On Learning from History- Part I*

Santayana's Rule, which I will not insult my readers by here repeating, has never succeeded in putting the fear of a vicious cycle into me. There stands behind this stern charge the not so well disguised belief that nobody has ever done right by its admonition, and presumably never will. It goes far in damning mankind's common span of attention. This is its only virtue. Otherwise, to adopt a cyclical view of history is to solicit the applause of defeatists at the price of little exercise of one's own imagination. Certainly if history makes no steady, if not uninterrupted motion forward, its own inertia testifies against it. For who wants to take part as a character in a tale whose author (or authors) has no thought as to arc and climax? Presuming our own free will to do so, I believe the most humane course of action we could take in such an instance would be to refuse to participate; to become the audience of history rather than its actors; critics, rather than co-creators.
If this strikes some as unmanly, they have my sincerest apologies, but the charm of playing out a saga of three hundred and sixty degrees is hopelessly lost on me. As a Theist, I find myself hard pressed to say that I would not join the other camp if I felt that God's construction of the Great Tale had the shape of the self-devouring serpent. I say this simply as a matter of aesthetic principle. I enjoy the notion, however naive, that history improves upon itself, and is driven to do so from time to time by the jolts and goadings of the Numinous.
This said, I cannot go further to describe what form our final triumph will take, or even if the appearance will be of a kind as would now touch us as particularly becoming a triumph. There may be no laurels. I cannot say whether the consummation, when it comes, will have been driven more by the operations of politics or of religion, if its success will lie at the doorsteps of the Church or of the courts and capitol buildings. My only reason for hoping as I do is this, that when the testimony of mankind's failed endeavors to improve itself, either in its nature or its circumstance, stands in contradiction to the testimony of the nature of God, that willed that our first nature be pure, and our first circumstance be a paradise, we give little credit to ourselves to let the reproachments of the first drown out the appeals of the second.
I am a Humanist as well as, or even because, I am a Christian.

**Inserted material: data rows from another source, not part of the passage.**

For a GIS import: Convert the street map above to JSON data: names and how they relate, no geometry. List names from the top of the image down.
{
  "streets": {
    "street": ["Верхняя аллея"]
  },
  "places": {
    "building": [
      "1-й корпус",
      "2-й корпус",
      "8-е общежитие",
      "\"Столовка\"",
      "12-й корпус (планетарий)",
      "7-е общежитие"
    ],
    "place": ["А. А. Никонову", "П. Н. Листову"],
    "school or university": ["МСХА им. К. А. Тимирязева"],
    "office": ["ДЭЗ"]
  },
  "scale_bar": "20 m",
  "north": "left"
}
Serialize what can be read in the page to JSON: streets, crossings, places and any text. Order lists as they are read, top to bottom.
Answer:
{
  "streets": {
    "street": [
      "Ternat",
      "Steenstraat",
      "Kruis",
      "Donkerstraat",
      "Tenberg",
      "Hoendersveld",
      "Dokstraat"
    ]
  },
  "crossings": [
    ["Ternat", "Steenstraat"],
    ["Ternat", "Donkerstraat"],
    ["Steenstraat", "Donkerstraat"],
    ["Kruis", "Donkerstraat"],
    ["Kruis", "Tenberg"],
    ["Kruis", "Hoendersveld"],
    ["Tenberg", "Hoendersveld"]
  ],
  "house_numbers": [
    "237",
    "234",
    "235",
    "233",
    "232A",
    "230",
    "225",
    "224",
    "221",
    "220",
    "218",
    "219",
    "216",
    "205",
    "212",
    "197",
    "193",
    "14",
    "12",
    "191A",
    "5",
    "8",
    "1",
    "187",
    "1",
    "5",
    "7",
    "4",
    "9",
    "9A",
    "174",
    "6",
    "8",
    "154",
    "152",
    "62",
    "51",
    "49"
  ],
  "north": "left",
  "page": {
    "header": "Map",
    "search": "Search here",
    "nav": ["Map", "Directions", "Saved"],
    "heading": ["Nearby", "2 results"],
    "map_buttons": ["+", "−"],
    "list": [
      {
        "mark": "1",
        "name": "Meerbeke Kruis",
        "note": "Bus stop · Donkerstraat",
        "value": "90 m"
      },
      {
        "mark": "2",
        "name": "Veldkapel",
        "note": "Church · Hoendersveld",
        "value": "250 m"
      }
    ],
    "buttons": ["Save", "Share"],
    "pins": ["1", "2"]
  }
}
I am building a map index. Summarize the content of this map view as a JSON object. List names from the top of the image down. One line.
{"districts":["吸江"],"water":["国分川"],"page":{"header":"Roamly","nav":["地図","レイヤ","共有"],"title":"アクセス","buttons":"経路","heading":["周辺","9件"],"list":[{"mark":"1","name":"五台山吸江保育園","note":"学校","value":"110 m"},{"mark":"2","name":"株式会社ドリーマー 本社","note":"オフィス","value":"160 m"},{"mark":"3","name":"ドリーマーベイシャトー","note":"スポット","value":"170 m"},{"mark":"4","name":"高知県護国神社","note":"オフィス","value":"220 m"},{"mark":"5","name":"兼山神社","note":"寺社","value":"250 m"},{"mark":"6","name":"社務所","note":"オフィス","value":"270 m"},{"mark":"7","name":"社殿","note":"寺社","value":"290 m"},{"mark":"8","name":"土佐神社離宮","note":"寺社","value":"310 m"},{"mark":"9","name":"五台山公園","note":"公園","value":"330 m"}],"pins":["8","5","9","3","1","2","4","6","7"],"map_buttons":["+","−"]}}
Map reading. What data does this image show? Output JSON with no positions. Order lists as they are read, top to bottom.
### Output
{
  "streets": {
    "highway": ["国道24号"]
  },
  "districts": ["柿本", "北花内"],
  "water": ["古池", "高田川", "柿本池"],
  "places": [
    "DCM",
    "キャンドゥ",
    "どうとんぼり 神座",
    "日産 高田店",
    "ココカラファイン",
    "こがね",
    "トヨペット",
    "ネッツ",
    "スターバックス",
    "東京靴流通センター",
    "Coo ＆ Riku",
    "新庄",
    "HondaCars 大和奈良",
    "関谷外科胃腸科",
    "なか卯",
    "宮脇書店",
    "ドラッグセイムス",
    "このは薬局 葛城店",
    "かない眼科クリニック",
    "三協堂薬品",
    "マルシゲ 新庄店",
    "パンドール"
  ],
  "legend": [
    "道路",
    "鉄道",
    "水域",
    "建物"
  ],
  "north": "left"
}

If the Son of God was willing to become the Son of Man then there is a native dignity in mortal flesh. I also believe personality and its expressions to be blessings as great as grace. That God would endow us with these gifts, and then leave us no applications for them, save those whereby we sank ourselves irrecoverably in the pit, seems to me an odious notion. There are those fellow travellers who persist, often with noble motives, in pointing to the adage "Narrow is the way, and those that find it are few." To them I would say that history partakes of more than the present tense; "Are" is not "Ever shall be." I do not mean here to stage my argument on purely theological grounds, because the world's last triumph must resound with a richer timbre than the feeble cantus Ecclesiae seems capable of producing at the present moment, just as the full scope of its causes, I expect, were they revealed to any historian living today, would still exceed his talents of transcription; the heart of man from age to age remains in large measure the same, but the list of his material motivations and the political vocabulary with which he keeps their record are ever increasing. The list of our cardinal vices and virtues is the same now as it has been for two thousand years. The names political philosophers give them- Capitalism, Marxism, Industrialization, Globalization- appears to be without limit. To describe the interplay of these forces in the future lies beyond the powers of even the most prescient theorist. Its events would be, and must be too large to rise fully formed in his imagination before their day should come. Let them come as they will.
It is of course pompous to assign ourselves a seat at the center of these events I have suggested, and to hope too much after these things invites disappointment. We should know the place that moderation supplies to our expectations as well as our desires. We should feel both our greatness beside all created things and our insignificance next to the Creator. Our own place is a great and glorious one, but it may not be a vantage from which we can view the pinnacle of the human monument. Let that be enough. As Browning says in his "Andrea del Sarto,"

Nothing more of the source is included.